Explanations under the UK Corporate Governance Code

Executive Chairman position

The Board acknowledges that Said Darwazah’s position as Executive Chairman, having previously served as Chief Executive Officer, and his tenure as a director are departures from the UK Code.


The role was created in February 2018, following the appointment of Siggi Olafsson as CEO. Previously, Said Darwazah was the Chairman and Chief Executive. The change of roles and appointment of a CEO has caused a reduction in Said’s executive responsibilities, whilst still retaining his strategic input. The Board considers the transfer of responsibilities from Said to Siggi has been very successful and that the CEO has been fully empowered by the Executive Chairman. The Board is pleased with the progress made and considers it is important to retain corporate memory and important relationships. Therefore, it is essential to retain Said Darwazah’s services in a strategic capacity.


The Board consulted shareholders prior to Said’s appointment as Chairman and Chief Executive in May 2014 and following the change to the position of Executive Chairman to in February 2018. The Independent Non-Executive Directors met twice during 2018 to review the Board structure and concluded that the Executive Chairman role should continue.

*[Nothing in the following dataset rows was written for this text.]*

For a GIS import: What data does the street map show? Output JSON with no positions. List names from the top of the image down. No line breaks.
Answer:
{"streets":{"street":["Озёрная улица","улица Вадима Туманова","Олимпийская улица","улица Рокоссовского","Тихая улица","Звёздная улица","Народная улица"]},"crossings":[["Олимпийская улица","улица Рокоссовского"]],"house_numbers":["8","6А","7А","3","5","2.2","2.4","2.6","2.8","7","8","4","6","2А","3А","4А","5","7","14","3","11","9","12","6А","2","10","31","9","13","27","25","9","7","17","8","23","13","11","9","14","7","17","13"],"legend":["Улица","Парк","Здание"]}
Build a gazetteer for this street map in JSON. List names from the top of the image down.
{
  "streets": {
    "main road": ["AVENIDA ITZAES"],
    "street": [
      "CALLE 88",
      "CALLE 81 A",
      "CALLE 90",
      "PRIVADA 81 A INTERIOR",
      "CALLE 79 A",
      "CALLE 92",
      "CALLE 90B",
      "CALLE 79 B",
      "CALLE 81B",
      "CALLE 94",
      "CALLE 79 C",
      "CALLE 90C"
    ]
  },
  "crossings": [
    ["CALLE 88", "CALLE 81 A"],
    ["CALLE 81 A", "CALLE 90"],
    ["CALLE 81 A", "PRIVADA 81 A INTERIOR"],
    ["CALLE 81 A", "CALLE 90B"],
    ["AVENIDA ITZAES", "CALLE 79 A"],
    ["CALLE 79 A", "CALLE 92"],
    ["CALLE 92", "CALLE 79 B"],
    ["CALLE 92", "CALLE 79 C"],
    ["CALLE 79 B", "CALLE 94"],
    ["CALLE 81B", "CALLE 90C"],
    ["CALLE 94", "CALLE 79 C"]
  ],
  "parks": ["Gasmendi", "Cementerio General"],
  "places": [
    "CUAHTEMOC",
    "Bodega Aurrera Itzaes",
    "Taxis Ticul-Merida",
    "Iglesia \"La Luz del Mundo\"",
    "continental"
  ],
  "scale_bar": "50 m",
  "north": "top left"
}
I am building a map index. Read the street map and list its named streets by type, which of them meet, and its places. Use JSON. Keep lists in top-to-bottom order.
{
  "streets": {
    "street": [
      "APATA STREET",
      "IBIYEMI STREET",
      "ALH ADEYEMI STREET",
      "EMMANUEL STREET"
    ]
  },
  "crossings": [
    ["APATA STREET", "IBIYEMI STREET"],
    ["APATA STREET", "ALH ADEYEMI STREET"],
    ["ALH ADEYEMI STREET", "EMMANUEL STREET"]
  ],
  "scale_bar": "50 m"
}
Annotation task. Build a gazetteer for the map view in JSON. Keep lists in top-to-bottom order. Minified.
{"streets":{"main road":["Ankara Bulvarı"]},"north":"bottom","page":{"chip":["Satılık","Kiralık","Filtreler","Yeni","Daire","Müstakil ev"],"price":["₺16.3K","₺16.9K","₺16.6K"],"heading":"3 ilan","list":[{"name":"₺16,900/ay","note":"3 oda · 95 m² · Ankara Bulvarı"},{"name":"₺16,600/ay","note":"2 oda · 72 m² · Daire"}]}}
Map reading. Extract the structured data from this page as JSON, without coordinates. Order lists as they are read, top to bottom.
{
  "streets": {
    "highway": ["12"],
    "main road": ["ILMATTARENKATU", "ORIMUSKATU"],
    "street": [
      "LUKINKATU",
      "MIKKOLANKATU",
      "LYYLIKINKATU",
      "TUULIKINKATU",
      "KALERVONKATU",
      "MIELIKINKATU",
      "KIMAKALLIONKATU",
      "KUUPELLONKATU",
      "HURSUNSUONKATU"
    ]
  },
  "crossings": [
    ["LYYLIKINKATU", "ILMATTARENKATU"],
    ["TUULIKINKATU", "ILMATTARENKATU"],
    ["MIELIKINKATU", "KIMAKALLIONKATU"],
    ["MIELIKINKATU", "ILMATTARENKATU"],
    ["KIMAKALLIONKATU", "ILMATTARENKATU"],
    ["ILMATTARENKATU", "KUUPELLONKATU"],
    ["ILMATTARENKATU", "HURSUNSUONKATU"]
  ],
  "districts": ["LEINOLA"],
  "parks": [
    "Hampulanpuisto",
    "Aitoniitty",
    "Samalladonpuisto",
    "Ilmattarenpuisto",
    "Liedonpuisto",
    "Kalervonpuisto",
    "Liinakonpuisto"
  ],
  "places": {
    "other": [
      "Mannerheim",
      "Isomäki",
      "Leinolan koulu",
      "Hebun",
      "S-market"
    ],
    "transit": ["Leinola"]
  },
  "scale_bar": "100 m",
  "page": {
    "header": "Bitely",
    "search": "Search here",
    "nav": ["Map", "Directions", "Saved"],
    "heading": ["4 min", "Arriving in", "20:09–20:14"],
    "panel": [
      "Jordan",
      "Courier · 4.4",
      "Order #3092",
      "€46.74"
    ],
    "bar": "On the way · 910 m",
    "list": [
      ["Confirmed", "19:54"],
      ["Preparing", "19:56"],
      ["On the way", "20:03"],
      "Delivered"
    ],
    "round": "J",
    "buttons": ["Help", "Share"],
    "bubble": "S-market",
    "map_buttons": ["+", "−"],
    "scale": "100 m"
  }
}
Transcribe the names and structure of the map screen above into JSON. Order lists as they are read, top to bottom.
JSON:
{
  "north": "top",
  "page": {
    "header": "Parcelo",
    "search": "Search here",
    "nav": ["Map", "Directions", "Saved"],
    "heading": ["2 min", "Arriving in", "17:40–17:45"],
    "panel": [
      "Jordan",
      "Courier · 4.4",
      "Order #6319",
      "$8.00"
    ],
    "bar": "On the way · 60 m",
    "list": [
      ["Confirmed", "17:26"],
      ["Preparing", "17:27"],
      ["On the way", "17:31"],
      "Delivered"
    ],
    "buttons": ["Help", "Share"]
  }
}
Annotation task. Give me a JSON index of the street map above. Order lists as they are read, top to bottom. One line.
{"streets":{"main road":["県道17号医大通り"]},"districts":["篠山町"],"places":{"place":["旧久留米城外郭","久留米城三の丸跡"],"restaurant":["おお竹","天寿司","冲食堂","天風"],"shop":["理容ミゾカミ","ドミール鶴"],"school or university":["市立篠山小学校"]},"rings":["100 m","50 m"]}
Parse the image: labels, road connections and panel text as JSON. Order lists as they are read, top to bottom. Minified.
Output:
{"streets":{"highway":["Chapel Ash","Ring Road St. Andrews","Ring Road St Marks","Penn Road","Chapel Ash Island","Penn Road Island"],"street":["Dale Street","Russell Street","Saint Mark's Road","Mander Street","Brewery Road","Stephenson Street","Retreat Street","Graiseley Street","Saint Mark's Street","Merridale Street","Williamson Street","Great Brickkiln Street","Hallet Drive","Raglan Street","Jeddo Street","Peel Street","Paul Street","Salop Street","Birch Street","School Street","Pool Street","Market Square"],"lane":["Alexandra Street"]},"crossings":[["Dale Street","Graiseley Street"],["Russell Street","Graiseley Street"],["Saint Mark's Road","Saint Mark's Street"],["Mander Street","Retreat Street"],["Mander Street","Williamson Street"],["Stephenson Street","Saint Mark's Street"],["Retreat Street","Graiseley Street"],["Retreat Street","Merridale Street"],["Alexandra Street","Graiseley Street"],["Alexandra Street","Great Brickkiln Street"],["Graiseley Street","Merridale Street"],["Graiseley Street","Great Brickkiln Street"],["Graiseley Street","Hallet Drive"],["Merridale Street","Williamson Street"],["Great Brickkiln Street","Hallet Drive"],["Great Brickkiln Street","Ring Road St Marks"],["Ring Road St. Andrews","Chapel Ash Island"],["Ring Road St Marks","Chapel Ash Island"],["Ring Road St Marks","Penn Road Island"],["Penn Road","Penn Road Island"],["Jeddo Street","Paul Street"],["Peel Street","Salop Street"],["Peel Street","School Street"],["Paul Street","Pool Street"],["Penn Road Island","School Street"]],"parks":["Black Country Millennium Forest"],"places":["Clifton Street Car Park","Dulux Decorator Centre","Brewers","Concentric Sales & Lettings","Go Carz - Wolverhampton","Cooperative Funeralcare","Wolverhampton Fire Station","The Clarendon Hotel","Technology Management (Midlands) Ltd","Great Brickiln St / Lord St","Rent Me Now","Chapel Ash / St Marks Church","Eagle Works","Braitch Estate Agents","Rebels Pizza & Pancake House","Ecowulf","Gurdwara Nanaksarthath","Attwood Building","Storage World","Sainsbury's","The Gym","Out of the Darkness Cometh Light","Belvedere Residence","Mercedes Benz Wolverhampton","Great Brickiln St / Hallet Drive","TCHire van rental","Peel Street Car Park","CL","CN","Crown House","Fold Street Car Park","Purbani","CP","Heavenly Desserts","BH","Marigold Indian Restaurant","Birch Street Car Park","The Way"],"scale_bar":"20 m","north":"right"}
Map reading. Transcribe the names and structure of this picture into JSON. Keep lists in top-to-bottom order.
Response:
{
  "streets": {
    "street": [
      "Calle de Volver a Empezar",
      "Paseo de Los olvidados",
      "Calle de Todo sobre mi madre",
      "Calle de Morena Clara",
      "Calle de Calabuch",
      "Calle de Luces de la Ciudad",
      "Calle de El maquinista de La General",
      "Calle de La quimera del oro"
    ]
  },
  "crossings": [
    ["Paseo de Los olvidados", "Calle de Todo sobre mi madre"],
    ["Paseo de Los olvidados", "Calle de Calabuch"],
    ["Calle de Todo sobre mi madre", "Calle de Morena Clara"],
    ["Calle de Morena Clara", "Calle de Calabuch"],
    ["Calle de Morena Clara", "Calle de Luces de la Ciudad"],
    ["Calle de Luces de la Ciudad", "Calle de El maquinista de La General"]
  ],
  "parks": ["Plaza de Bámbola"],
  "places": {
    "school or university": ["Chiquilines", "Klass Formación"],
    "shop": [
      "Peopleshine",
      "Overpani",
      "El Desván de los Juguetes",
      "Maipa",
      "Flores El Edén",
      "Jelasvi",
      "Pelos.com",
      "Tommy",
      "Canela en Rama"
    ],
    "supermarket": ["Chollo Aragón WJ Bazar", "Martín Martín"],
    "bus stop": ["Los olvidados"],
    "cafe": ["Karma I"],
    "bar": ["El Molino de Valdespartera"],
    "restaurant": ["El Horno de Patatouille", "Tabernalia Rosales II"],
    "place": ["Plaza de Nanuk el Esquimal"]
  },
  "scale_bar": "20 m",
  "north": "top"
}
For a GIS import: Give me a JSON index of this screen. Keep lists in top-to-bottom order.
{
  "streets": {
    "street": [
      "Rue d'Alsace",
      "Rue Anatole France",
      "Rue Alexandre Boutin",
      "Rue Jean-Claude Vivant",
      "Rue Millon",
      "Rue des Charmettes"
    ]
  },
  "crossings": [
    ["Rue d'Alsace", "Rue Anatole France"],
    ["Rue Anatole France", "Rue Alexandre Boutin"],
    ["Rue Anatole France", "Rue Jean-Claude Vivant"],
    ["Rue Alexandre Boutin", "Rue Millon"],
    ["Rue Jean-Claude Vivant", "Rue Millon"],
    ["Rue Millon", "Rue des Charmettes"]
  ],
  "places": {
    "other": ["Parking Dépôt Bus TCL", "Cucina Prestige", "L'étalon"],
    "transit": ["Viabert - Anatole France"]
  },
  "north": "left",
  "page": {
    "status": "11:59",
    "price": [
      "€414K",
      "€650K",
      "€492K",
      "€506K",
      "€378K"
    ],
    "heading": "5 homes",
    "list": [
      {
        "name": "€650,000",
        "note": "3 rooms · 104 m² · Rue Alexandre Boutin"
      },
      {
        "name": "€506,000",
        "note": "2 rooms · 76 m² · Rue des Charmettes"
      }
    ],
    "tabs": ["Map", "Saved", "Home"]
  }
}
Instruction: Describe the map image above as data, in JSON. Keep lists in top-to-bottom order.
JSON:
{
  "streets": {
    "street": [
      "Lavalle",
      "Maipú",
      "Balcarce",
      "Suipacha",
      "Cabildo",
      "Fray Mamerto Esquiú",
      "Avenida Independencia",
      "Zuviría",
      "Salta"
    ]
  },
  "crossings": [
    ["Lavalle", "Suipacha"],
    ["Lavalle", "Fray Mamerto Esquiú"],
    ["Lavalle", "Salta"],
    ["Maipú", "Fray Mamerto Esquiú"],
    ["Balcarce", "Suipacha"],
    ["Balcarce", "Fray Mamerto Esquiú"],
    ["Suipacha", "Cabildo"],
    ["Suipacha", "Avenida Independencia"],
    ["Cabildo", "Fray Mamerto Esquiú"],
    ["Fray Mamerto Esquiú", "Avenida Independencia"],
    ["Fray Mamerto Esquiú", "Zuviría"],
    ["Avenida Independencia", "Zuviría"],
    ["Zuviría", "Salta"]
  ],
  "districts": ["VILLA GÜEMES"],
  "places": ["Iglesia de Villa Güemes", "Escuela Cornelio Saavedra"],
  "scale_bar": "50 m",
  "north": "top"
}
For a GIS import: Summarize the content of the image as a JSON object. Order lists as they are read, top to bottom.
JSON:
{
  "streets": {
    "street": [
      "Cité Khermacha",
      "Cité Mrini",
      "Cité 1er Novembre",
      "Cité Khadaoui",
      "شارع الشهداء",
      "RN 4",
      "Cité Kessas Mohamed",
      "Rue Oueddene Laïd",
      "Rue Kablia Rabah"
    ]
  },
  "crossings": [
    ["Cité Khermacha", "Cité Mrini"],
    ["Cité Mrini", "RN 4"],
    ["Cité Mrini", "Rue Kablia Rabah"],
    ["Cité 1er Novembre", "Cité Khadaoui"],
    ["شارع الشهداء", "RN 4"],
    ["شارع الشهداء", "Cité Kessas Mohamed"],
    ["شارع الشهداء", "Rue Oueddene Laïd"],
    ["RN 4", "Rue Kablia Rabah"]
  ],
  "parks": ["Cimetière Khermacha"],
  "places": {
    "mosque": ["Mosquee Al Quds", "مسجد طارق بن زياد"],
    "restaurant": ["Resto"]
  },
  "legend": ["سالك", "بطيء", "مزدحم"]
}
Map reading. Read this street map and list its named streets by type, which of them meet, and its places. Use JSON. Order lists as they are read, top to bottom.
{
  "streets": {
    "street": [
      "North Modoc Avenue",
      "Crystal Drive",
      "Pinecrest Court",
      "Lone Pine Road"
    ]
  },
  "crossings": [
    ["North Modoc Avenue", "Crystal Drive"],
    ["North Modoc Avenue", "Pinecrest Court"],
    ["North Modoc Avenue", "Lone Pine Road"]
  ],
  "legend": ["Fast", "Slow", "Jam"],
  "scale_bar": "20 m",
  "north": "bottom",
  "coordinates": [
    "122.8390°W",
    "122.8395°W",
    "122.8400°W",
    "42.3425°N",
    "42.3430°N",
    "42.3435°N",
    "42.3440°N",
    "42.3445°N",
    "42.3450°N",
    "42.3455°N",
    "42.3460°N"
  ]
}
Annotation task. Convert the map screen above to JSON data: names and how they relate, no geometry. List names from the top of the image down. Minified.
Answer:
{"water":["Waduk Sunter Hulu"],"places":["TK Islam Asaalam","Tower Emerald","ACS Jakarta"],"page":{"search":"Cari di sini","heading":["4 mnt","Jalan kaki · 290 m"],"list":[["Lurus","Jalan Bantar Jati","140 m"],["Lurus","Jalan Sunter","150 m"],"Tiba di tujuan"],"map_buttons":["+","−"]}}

The Board is focused on the commercial success of Hikma and believes that continuing the position of Executive Chairman for a period of time is the best way to achieve success for Hikma, because:
— Continuity of strategy: Said Darwazah has been a driving force behind the strategic success of the business since 2007 and the Board believes that it is important for the continued success of the Group that he remains in a strategic role.
— Executive Chairman’s role: The Executive Chairman position is highly visible inside and outside Hikma, acting as an ambassador with business partners and adviser to the divisions.
—Business partners: A significant number of Hikma’s key political and commercial relationships across the MENA region are built on the long-term trust and respect for the Darwazah family where the role of the Executive Chairman remains key.

Control enhancements
The Board continues to operate the following enhanced controls:
—Governance structure review: The Independent Directors meet at least bi-annually in a private session chaired by the Senior Independent Director. This meeting includes consideration of the appropriateness of the governance structure, the division of responsibilities between the Executive Chairman and the CEO and safeguards for shareholders.
—Committee Chair roles: The Chairs of the Board Committees, all of whom are Independent Non-Executive Directors, undertake a significant amount of work in the oversight of the functions that report to their Committees and have in-depth relationships with the relevant executives.
—Transparency and engagement: Hikma has always had the highest regard for shareholders, with many of the original investors from before listing still investing and supporting Hikma today. Over the circa 14 years since flotation Hikma has maintained the highest standards of shareholder engagement, which is reflective of the
importance placed in maintaining strong investor relations and governance.
—Senior Independent role: The Senior Independent Director has joint responsibility, with the Executive Chairman, for setting the Board agenda, agreeing action points and the minutes of the meetings.

Independence

The Board rigorously reviewed and considered the independence of each Non-Executive Director during the year as part of the annual corporate governance review, which included consideration of progressive refreshment of the Board. The Board considers Robert Pickering, Pat Butler, Dr Pamela Kirby, John Castellani and Nina
Henderson to be independent. The Board considers Cynthia Schwalm, who will join on 1 June 2019, to be independent. These individuals provide extensive experience of international pharmaceutical, financial, corporate governance and regulatory matters and were not associated with Hikma prior to its listing in 2005.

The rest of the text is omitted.